Natural defenses against infection combine direct microbial killing with physical attributes, such as the barrier formed by intact skin. When these defenses are compromised by surgery or trauma, there is a need to replace both of these components until healing occurs.
Bevilacqua et al. report a biopolymer that provides dual functionality of both a potent microbicide and effective physical barrier. Designed for local application to exposed tissues, the reported biopolymer, designated K100L40, is amino acid based. It contains water soluble and water insoluble domains composed of a positively-charged segment made of lysine amino acids, and a hydrophobic segment made of leucine amino acids. While having the composition of a simple protein, K100L40 is produced using inexpensive and scalable methods similar to those used to make plastics, rather than traditional peptide solid phase synthesis or protein biosynthetic methods.
Long-chain amino acid block copolymer of sequence poly(L-lysine·hydrochloride)100- b-poly(L-leucine)40 (K100L40).
K100L40 was shown to be broadly antimicrobial, with rapid and potent activity against gram-positive and gram-negative bacteria, as well as yeast, including multidrug-resistant (MDR) strains. Notably, activity was demonstrated against S. aureus, methicillin-resistant S. aureus (MRSA), vancomycin-resistant E. faecium, A. baumannii (including MDR), P. aeruginosa (including MDR), carbapenem-resistant Enterobacteriaceae (CRE), and C. albicans (including fluconazole-resistant), all of which cause substantial morbidity and mortality in healthcare settings today.

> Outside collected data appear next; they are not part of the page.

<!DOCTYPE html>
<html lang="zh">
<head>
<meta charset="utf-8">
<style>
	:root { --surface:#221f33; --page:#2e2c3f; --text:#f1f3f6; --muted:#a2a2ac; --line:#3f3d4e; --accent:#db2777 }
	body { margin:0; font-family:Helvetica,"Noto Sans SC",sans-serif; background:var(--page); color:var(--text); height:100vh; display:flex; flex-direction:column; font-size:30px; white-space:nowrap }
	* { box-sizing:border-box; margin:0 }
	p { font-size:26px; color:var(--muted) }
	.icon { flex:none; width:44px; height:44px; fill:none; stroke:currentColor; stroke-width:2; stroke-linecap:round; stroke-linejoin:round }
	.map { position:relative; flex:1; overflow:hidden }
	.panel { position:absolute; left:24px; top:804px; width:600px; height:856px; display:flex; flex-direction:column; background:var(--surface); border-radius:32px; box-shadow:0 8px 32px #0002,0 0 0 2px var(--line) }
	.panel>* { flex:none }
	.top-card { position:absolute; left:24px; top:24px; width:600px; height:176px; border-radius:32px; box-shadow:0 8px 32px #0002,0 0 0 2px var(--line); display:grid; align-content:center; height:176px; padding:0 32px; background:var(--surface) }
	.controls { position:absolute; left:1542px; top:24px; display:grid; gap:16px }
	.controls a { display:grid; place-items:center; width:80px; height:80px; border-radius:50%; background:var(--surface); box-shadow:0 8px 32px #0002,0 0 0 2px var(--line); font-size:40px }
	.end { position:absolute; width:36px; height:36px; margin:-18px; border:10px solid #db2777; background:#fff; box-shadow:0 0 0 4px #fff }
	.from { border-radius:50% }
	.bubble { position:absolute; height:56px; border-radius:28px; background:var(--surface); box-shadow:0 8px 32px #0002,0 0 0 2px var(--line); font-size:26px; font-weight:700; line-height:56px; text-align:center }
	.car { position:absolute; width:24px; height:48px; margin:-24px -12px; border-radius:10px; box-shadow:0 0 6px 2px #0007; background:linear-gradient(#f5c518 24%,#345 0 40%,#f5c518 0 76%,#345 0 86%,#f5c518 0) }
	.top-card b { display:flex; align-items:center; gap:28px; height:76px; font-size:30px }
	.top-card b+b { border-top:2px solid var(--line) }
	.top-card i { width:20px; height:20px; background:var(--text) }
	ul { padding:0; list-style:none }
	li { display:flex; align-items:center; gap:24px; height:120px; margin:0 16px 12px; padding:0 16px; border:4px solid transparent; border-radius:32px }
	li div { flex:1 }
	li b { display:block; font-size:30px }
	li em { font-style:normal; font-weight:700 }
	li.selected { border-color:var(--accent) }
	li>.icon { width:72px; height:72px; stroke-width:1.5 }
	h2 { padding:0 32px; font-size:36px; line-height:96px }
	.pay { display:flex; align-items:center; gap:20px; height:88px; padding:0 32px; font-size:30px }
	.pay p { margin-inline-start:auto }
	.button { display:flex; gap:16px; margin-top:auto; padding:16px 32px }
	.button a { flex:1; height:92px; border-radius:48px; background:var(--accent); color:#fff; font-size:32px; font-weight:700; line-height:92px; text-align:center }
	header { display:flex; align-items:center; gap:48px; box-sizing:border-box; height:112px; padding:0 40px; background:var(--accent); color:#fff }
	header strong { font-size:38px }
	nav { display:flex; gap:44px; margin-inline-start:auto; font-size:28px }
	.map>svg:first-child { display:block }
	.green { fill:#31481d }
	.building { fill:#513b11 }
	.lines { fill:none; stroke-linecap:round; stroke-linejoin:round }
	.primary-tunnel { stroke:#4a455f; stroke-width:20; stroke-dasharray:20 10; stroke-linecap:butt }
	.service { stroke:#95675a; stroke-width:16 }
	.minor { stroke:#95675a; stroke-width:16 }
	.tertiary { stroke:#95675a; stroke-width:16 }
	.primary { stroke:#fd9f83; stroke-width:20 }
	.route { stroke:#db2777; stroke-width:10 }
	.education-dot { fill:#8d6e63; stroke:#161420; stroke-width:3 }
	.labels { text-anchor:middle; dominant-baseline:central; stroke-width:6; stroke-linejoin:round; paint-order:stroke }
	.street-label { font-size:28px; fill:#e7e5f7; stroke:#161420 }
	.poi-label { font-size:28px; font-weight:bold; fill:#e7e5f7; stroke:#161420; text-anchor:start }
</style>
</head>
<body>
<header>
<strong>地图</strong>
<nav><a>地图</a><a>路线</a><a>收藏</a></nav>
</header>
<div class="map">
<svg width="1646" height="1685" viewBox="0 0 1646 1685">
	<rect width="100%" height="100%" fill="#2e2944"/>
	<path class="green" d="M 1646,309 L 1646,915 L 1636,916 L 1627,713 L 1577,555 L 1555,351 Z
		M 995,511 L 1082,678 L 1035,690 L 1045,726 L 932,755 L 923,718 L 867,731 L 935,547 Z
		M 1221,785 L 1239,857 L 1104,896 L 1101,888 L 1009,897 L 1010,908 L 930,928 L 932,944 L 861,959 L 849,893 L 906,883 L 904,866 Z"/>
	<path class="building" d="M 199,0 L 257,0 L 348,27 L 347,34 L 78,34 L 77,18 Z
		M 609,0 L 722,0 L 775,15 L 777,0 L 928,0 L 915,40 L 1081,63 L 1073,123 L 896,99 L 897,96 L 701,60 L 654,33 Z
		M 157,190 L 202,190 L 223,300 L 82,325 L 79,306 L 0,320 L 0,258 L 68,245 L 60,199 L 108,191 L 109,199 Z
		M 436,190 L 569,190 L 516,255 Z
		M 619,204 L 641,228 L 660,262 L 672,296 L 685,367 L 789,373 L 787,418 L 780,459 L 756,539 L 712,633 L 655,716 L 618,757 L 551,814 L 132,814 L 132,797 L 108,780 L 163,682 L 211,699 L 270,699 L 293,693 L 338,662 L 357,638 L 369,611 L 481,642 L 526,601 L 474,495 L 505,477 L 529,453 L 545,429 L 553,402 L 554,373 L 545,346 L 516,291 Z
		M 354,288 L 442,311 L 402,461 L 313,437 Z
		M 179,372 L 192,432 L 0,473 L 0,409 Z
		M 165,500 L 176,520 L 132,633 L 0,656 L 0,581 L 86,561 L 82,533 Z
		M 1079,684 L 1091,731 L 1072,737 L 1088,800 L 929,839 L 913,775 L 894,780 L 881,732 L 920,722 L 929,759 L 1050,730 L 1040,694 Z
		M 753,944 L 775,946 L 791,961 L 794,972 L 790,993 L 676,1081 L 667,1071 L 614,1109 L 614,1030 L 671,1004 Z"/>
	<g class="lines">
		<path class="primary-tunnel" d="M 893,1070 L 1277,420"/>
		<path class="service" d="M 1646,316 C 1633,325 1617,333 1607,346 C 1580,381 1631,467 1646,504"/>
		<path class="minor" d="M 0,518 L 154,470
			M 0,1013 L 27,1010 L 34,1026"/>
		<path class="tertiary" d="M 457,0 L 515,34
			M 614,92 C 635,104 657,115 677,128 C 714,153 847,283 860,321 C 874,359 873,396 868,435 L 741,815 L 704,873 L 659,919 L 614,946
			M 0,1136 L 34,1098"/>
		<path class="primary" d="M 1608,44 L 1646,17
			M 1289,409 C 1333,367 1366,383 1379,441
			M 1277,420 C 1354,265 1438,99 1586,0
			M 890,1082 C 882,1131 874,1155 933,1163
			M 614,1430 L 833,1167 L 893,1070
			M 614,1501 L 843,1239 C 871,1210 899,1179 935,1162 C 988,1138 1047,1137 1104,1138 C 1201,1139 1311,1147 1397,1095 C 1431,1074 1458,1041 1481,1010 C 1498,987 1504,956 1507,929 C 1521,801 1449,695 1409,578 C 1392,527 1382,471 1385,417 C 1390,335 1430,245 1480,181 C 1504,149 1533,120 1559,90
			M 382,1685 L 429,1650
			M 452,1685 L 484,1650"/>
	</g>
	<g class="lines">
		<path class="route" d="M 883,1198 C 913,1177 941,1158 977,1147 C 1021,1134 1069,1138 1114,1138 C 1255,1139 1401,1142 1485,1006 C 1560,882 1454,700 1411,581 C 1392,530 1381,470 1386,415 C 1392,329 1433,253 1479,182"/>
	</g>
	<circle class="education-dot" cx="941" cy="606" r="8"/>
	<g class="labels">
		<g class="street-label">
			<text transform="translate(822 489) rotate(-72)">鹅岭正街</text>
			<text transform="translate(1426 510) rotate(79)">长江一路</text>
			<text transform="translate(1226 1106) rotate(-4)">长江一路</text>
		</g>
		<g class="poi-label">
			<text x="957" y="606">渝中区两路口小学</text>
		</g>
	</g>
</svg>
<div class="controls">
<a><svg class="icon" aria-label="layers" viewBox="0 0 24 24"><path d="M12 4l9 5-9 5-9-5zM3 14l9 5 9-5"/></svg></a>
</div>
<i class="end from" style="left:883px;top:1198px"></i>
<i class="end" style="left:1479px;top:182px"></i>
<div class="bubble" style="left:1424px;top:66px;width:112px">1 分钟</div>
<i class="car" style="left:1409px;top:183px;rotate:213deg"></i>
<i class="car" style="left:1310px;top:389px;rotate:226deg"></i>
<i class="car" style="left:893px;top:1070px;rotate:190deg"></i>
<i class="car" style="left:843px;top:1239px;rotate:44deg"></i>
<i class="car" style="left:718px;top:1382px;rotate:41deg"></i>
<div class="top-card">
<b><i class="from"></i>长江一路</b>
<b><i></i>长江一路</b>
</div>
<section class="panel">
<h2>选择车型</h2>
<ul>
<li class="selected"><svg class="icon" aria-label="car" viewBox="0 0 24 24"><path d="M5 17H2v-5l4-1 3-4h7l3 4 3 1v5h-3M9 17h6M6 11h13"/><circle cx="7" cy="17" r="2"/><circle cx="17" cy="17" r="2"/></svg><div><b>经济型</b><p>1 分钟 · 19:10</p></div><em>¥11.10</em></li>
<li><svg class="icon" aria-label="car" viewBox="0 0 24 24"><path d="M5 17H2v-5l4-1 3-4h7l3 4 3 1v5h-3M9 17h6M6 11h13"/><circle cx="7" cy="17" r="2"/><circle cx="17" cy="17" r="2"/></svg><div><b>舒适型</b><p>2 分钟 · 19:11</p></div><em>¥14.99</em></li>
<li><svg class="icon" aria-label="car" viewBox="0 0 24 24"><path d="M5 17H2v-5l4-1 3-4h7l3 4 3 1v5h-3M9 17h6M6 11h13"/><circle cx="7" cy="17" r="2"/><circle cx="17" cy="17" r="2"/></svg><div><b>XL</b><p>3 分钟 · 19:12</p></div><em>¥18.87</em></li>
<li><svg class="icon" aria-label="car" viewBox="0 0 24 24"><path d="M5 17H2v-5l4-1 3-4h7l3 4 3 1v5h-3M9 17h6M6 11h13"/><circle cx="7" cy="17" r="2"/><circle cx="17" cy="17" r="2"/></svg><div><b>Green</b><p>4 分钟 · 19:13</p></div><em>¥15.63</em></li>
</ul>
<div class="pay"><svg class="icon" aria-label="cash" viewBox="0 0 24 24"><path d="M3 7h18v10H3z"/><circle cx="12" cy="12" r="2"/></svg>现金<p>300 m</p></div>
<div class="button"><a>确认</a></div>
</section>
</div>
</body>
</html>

Driven by the association of water insoluble segments, K100L40 biopolymers form viscous solutions and self-supporting, three dimensional hydrogel networks at low concentrations in water. These physical characteristics of K100L40 preparations provide an effective barrier to microbial contamination, as measured by substantial decreases of tissue-associated bacteria after deliberate inoculation of porcine skin explants. These preparations were also shown to be effective in porcine open wounds and rodent closed wounds containing a foreign implant in vivo.
Based on these findings, synthetic biopolymers with the features of K100L40 were shown to be a promising new approach for prevention of wound infections by combining potent, direct antimicrobial activity and physical barrier properties in a single component material.